We described our experience in managing an uncommon case of autoimmune hypophysitis (AH) in a 58-year-old man. The initial clinical picture of quadruple anterior pituitary hormonal deficits and pituitary enlargement suggested the patient had macroadenoma but did not completely correlate with the presenting symptoms and the rate of evolvement to empty sella. The presence of AH in a man of this age group with a pituitary mass evolving to an empty sella within a short duration of seven months is rare. The etiology in this patient was a suspected autoimmune mechanism when we considered the unusual clinical course and the coincidental rate of regression of the enlarged pituitary to an almost empty sella.
CASEA 58-year-old man initially had a three-month history of persistent severe headache, lethargy and decline in sexual function with no visual and neurological deficit. There were no drenching night sweats, unexplained weight loss, fever, abdominal discomfort, swelling on the neck, axilla or groin, arthralgia and joint swelling, myalgia or myositis, shortness of breath or cough. His past medical history was unremarkable with no history of autoimmune disorders or endocrinopathy. The baseline early morning serum cortisol level was low (<22 nmol/L) (N: 68-469) with a normal serum adrenocortical hormone (ACTH) level of 5.0 pg/mL (N: 0-46.0). Despite the subnormal serum luteinizing hormone (LH) 0.9 IU/L (N: 2.0-12.0) and the follicle stimulating hormone (FSH) of 1.9 IU/L (N: 1.5-14.0) at the lower limit of normal, the corresponding serum testosterone level of 1.71 nmol/L (N: 9.9-52.4) was also low. In addition, the low level of serum TSH (0.86 uIU/L) (N: 032-5.0) response was inappropriate to the low serum free thyroxine (T4) level of 9.26 pmol/L (N: 9.10-23.80). There was also a low growth hormone (GH) level of <0.15 mIU/L (N: 0.16-16.0) with normal prolactin level of 2.04 ug/L (N: 1.61-18.77) at presentation. Formal perimetry showed no visual field deficit. There was no diabetes insipidus. Anti-thyroid peroxidase (TPO) antibodies level was not raised at 20.4 IU/mL (N: 0-35). The full blood picture did not show any histiocytes. Chest X-ray also showed no mediastinal enlargement, pulmonary infiltrates or hilar lymphadenopathy in both the lung fields. However, serum angiotensin-converting enzyme was not sent as there was no suggestion of sarcoidosis from our clinical assessment. Moreover, this assay was not available in our institution, and the patient could not afford the additional cost of sending to another laboratory with the facilities.

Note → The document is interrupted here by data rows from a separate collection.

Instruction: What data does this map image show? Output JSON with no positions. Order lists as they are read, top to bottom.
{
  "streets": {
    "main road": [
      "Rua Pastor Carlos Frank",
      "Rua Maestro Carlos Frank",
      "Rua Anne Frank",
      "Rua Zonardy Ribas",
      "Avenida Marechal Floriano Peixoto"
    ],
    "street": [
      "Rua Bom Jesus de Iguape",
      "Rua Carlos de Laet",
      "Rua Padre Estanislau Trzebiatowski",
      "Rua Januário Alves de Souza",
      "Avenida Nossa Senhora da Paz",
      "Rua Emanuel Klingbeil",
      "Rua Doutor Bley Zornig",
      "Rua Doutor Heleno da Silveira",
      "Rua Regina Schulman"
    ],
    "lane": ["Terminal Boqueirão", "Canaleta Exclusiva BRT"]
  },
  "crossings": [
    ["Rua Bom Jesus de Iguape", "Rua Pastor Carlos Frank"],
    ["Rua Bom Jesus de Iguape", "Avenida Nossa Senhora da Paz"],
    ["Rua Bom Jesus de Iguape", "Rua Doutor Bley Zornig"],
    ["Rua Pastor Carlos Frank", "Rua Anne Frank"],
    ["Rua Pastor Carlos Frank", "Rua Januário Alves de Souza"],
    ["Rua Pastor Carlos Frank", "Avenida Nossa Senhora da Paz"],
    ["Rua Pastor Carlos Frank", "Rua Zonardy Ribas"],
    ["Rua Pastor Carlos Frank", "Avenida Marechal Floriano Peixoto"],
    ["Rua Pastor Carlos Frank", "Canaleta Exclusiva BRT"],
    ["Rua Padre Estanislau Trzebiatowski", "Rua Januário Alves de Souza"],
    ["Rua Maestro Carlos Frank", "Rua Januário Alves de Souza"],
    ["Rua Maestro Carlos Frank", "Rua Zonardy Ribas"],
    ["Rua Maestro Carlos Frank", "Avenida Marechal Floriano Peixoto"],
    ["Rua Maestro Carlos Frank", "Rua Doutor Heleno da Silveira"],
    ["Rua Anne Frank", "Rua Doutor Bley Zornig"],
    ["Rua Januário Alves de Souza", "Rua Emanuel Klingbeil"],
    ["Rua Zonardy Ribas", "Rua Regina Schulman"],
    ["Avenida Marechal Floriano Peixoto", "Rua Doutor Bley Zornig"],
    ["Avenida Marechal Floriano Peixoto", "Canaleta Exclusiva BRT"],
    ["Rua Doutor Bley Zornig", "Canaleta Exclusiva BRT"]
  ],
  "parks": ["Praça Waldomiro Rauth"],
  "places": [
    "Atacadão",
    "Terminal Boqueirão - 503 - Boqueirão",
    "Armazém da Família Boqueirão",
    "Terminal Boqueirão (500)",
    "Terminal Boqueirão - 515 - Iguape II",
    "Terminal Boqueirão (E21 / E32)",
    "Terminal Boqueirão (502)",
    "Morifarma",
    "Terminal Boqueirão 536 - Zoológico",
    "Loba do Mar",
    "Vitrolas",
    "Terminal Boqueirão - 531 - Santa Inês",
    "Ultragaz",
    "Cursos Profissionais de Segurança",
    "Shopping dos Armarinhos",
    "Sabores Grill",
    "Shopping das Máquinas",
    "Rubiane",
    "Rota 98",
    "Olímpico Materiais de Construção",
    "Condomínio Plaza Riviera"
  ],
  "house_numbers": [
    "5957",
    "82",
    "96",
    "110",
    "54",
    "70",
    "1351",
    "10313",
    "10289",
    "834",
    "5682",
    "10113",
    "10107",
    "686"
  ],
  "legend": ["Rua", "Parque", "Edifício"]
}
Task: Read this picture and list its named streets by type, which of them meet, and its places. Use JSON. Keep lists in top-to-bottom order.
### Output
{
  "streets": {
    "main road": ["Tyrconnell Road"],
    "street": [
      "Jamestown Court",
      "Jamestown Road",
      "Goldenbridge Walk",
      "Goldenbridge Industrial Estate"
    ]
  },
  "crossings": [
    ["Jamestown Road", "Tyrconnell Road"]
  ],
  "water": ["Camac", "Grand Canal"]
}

Initial magnetic resonance imaging (MRI) demonstrated a 20 mm by 14 mm by 10 mm non-homogenous mass occupying the pituitary fossa. This enlarged pituitary mass (white arrow in A) is associated with suprasellar extension (Figure 1). There is a T1 hyperintense rim around the wall of the mass, with some more amorphous hyperintensities at a dependent location within the lesion core. These T1 hyperintensities could represent either methemoglobin or proteinaceous content. Polypoidal T1 hypointensity within the sphenoid sinus anteriorly (white arrowhead in A), which enhanced post-gadolinium (not shown), is attributed to reactive inflammation. No appreciable enhancement of this mass was detected, nor was there evidence for a thickened pituitary infundibulum or hypothalamus. This initial MRI features of the enlarged pituitary, no thickening of pituitary infundibulum or hypothalamus, the negative clinical screening test for autoantibodies, sarcoidosis, tuberculosis, lymphoproliferative disorders and other granulomatous lesions suggested a macroadenoma.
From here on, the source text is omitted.